**Assignment**
How many lines in these records hold the string "poly"? State only that number.

Records section start

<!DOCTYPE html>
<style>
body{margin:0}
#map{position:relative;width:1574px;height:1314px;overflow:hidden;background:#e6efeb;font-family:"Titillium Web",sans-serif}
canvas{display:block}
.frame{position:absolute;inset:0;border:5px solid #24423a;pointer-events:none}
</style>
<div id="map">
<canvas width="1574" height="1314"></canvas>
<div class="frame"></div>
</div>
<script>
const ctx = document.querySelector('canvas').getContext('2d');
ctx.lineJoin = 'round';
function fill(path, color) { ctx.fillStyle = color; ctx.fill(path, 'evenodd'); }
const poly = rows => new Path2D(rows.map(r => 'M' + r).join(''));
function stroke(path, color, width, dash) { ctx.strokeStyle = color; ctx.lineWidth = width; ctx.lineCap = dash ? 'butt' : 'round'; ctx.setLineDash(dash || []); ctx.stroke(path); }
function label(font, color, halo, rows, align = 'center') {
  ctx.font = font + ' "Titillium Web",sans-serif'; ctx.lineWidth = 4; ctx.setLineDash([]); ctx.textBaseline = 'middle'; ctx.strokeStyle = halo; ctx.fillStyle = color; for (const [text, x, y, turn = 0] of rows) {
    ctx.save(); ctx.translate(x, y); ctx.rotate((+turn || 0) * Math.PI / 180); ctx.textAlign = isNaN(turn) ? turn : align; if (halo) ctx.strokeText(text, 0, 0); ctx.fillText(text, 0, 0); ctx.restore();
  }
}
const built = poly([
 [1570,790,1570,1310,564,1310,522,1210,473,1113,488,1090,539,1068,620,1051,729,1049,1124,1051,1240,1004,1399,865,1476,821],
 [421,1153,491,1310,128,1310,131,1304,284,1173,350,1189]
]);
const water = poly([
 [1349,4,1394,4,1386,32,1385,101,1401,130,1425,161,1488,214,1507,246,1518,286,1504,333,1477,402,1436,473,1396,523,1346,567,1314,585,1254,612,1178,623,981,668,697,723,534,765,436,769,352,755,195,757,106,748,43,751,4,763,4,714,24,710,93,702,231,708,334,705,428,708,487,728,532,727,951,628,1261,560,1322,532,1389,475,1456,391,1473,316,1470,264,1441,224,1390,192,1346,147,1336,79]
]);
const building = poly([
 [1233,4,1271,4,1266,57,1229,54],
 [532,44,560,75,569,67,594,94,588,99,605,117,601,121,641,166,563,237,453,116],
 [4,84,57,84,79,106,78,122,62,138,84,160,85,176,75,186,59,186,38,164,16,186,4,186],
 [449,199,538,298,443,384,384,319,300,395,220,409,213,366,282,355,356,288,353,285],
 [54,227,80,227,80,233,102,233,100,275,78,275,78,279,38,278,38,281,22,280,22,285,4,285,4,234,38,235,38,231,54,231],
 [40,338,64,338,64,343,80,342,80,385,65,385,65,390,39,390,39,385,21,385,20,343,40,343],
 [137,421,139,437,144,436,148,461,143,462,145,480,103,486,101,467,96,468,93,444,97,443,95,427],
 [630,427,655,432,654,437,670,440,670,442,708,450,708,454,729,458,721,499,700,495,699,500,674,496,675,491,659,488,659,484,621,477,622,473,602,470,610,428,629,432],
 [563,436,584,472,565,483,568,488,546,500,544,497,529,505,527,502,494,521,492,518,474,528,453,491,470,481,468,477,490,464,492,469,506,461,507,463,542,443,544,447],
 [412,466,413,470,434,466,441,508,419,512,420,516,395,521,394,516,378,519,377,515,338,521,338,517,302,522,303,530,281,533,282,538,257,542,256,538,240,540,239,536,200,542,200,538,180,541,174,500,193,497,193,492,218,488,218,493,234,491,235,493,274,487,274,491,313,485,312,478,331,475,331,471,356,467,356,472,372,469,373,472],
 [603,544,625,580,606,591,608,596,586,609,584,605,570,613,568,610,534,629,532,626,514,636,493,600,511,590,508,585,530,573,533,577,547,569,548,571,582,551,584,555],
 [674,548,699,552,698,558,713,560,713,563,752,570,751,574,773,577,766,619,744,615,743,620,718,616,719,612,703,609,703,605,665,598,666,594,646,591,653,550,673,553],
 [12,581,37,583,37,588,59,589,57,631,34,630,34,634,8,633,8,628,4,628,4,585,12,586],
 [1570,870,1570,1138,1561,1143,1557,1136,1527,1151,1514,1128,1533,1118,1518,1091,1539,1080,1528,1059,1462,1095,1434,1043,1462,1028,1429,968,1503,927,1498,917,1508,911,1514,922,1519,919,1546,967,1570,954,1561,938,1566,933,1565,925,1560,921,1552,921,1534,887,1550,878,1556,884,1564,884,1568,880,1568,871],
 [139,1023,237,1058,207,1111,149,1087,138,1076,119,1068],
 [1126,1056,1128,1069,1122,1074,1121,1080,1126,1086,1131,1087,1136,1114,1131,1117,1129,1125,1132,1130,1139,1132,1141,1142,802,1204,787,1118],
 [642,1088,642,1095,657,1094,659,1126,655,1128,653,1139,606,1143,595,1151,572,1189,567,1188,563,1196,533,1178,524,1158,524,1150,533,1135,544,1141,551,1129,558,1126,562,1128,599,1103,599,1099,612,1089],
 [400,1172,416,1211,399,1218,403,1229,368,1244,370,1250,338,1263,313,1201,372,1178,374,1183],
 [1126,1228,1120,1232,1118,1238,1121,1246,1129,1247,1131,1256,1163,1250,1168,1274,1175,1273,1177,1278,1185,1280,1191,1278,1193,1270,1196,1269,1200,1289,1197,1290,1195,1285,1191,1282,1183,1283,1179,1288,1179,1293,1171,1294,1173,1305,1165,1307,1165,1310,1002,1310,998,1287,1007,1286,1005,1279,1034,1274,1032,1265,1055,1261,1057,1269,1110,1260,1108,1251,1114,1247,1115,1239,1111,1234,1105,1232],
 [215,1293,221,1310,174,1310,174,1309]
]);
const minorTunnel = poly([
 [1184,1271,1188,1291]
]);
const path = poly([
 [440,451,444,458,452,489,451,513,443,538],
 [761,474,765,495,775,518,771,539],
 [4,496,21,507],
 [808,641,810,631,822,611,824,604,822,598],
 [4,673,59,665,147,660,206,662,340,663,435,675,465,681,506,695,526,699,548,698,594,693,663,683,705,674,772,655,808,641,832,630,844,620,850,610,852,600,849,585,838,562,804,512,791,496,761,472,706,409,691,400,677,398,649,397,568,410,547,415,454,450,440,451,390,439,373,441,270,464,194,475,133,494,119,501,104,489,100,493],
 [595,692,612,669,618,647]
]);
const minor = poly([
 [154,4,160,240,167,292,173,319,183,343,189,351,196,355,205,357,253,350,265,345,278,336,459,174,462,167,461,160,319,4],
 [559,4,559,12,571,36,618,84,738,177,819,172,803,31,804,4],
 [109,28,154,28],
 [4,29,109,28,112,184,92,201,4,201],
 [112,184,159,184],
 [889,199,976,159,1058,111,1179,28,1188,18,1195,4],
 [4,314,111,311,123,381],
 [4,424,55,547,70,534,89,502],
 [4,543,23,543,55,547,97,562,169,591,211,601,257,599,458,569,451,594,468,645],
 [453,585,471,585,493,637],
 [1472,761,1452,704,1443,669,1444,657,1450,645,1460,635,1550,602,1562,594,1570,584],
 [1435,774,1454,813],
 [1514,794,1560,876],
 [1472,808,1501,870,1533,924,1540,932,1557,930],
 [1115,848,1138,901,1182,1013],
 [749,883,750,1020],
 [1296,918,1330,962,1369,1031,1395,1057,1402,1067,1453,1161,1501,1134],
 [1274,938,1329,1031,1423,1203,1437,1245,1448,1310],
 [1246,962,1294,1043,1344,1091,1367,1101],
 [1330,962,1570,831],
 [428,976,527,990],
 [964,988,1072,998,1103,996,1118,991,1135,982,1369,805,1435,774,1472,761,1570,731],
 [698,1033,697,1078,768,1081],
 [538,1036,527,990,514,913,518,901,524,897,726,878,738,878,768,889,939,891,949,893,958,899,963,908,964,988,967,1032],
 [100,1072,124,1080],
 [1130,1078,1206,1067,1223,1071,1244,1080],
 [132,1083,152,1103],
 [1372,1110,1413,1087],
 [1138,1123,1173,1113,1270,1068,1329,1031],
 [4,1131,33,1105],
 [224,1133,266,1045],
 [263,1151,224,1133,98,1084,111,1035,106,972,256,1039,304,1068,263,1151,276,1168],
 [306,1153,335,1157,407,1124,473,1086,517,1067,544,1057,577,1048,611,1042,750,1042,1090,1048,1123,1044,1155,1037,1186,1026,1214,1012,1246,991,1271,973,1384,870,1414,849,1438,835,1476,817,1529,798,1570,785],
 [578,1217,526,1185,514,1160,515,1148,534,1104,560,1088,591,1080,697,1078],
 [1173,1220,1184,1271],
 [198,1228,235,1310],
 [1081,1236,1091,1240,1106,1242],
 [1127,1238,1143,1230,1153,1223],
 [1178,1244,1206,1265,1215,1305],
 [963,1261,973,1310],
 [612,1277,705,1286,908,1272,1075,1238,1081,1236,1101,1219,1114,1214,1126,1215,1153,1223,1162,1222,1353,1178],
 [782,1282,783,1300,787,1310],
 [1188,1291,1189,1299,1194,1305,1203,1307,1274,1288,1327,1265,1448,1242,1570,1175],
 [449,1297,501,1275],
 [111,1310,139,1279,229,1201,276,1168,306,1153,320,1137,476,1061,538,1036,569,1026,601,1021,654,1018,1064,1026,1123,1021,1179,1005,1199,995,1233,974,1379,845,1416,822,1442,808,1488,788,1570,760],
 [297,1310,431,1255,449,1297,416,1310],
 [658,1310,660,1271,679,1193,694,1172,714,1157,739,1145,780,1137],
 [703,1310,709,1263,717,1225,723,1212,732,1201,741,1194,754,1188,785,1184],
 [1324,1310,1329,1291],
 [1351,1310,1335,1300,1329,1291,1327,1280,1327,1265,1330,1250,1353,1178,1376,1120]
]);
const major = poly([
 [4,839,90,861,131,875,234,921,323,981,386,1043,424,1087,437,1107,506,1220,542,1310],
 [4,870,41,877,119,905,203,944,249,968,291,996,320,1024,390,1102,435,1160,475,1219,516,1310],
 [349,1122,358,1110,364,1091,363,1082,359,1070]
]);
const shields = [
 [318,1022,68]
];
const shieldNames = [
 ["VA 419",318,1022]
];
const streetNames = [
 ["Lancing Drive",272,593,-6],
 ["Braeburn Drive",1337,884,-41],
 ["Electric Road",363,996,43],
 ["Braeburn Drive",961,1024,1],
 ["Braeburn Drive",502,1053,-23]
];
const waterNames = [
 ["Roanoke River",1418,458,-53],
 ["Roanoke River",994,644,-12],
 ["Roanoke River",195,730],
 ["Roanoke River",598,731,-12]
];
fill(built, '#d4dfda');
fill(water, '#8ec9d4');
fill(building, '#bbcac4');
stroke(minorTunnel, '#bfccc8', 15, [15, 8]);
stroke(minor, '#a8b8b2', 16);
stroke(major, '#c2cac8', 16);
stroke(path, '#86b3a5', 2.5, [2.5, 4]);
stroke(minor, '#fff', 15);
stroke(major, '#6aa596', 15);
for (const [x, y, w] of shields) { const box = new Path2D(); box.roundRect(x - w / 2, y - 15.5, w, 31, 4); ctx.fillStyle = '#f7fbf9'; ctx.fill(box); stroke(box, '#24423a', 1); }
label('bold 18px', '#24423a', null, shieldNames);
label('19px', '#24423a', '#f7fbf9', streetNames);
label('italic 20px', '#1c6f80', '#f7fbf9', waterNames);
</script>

Records section end

**Response to this task**
8